» Task prompt
Report how many lines in the listing below include the word "Universidad". Write nothing besides the number.

» Supplied material
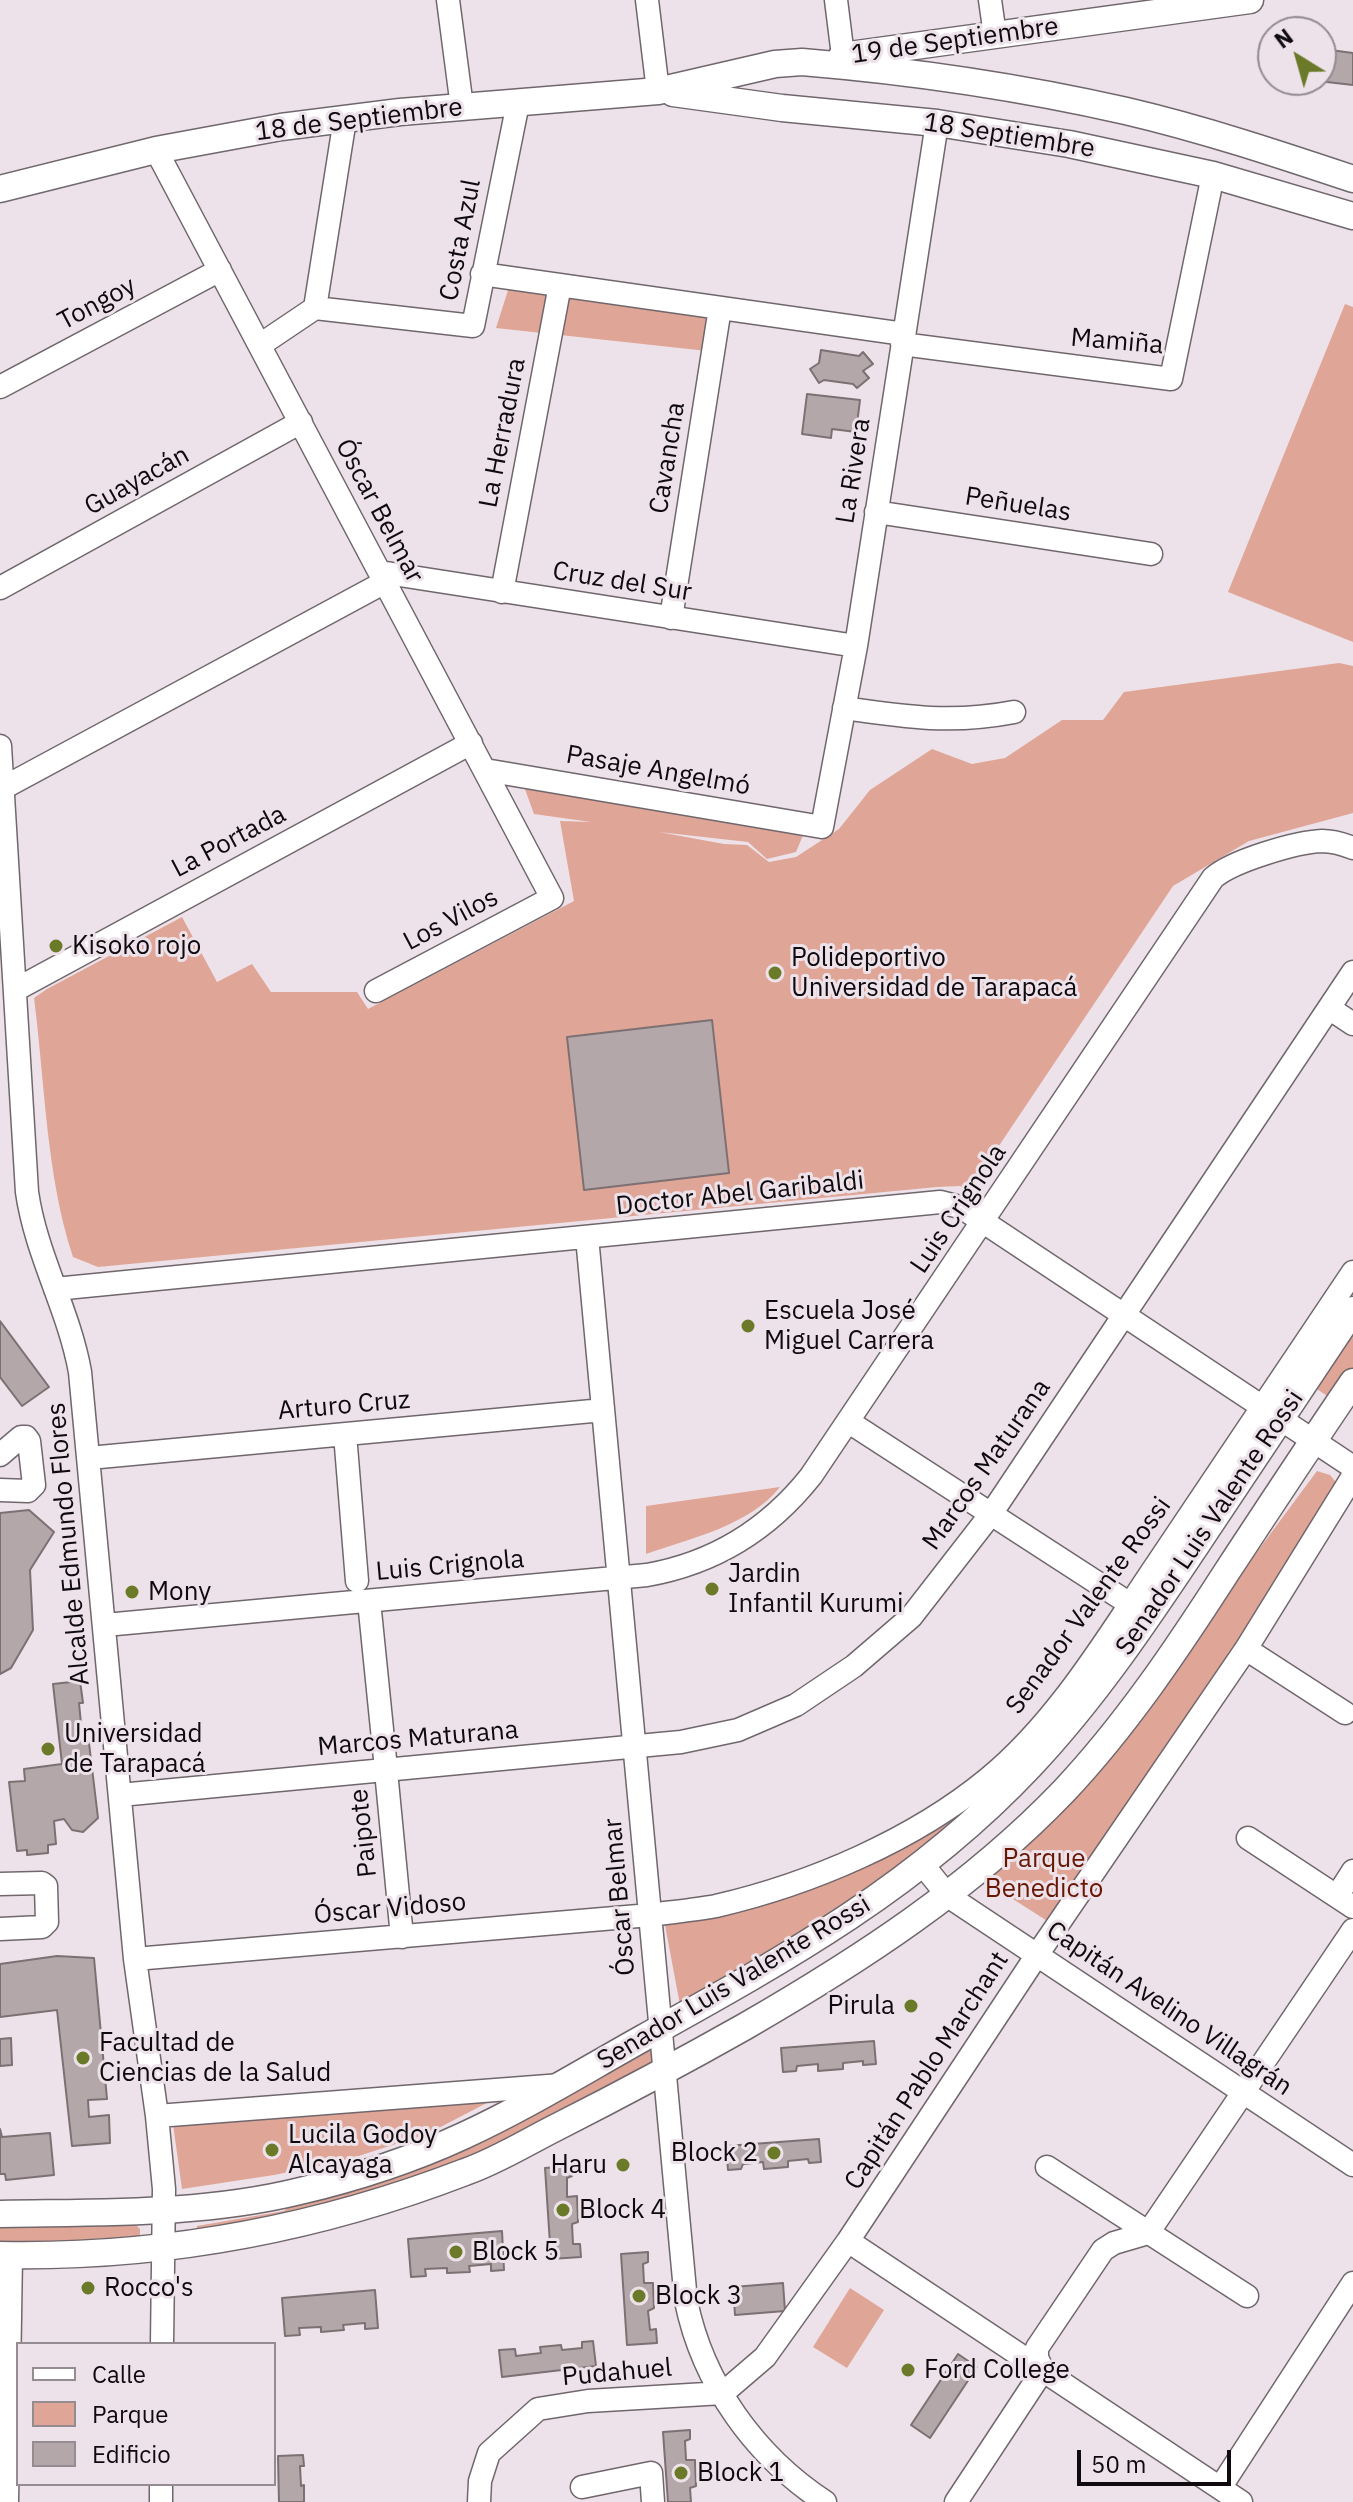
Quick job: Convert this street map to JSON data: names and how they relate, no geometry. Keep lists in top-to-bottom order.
{
  "streets": {
    "main road": [
      "19 de Septiembre",
      "18 de Septiembre",
      "18 Septiembre",
      "Senador Luis Valente Rossi"
    ],
    "street": [
      "Costa Azul",
      "Tongoy",
      "Mamiña",
      "La Herradura",
      "Cavancha",
      "La Rivera",
      "Guayacán",
      "Peñuelas",
      "Óscar Belmar",
      "Cruz del Sur",
      "Pasaje Angelmó",
      "La Portada",
      "Los Vilos",
      "Doctor Abel Garibaldi",
      "Luis Crignola",
      "Arturo Cruz",
      "Marcos Maturana",
      "Alcalde Edmundo Flores",
      "Senador Valente Rossi",
      "Paipote",
      "Óscar Vidoso",
      "Capitán Avelino Villagrán",
      "Capitán Pablo Marchant",
      "Pudahuel"
    ]
  },
  "crossings": [
    ["19 de Septiembre", "18 Septiembre"],
    ["18 de Septiembre", "18 Septiembre"],
    ["18 de Septiembre", "Costa Azul"],
    ["18 de Septiembre", "Óscar Belmar"],
    ["18 Septiembre", "Mamiña"],
    ["18 Septiembre", "La Rivera"],
    ["Costa Azul", "Mamiña"],
    ["Tongoy", "Óscar Belmar"],
    ["Mamiña", "La Herradura"],
    ["Mamiña", "Cavancha"],
    ["Mamiña", "La Rivera"],
    ["La Herradura", "Cruz del Sur"],
    ["Cavancha", "Cruz del Sur"],
    ["La Rivera", "Peñuelas"],
    ["La Rivera", "Cruz del Sur"],
    ["La Rivera", "Pasaje Angelmó"],
    ["Guayacán", "Óscar Belmar"],
    ["Óscar Belmar", "Cruz del Sur"],
    ["Óscar Belmar", "Pasaje Angelmó"],
    ["Óscar Belmar", "La Portada"],
    ["Óscar Belmar", "Los Vilos"],
    ["Óscar Belmar", "Doctor Abel Garibaldi"],
    ["Óscar Belmar", "Luis Crignola"],
    ["Óscar Belmar", "Arturo Cruz"],
    ["Óscar Belmar", "Marcos Maturana"],
    ["Óscar Belmar", "Senador Luis Valente Rossi"],
    ["Óscar Belmar", "Senador Valente Rossi"],
    ["Óscar Belmar", "Óscar Vidoso"],
    ["Óscar Belmar", "Capitán Pablo Marchant"],
    ["Óscar Belmar", "Pudahuel"],
    ["La Portada", "Alcalde Edmundo Flores"],
    ["Doctor Abel Garibaldi", "Luis Crignola"],
    ["Doctor Abel Garibaldi", "Marcos Maturana"],
    ["Doctor Abel Garibaldi", "Senador Luis Valente Rossi"],
    ["Doctor Abel Garibaldi", "Alcalde Edmundo Flores"],
    ["Doctor Abel Garibaldi", "Senador Valente Rossi"],
    ["Luis Crignola", "Alcalde Edmundo Flores"],
    ["Luis Crignola", "Paipote"],
    ["Arturo Cruz", "Alcalde Edmundo Flores"],
    ["Marcos Maturana", "Alcalde Edmundo Flores"],
    ["Marcos Maturana", "Paipote"],
    ["Senador Luis Valente Rossi", "Alcalde Edmundo Flores"],
    ["Senador Luis Valente Rossi", "Senador Valente Rossi"],
    ["Senador Luis Valente Rossi", "Capitán Avelino Villagrán"],
    ["Alcalde Edmundo Flores", "Óscar Vidoso"],
    ["Senador Valente Rossi", "Óscar Vidoso"],
    ["Paipote", "Óscar Vidoso"],
    ["Capitán Avelino Villagrán", "Capitán Pablo Marchant"],
    ["Capitán Pablo Marchant", "Pudahuel"]
  ],
  "parks": ["Parque Benedicto"],
  "places": [
    "Kisoko rojo",
    "Polideportivo Universidad de Tarapacá",
    "Escuela José Miguel Carrera",
    "Jardin Infantil Kurumi",
    "Mony",
    "Universidad de Tarapacá",
    "Pirula",
    "Facultad de Ciencias de la Salud",
    "Lucila Godoy Alcayaga",
    "Block 2",
    "Haru",
    "Block 4",
    "Block 5",
    "Rocco's",
    "Block 3",
    "Ford College",
    "Block 1"
  ],
  "legend": ["Calle", "Parque", "Edificio"],
  "scale_bar": "50 m",
  "north": "top left"
}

» Result for this exercise
2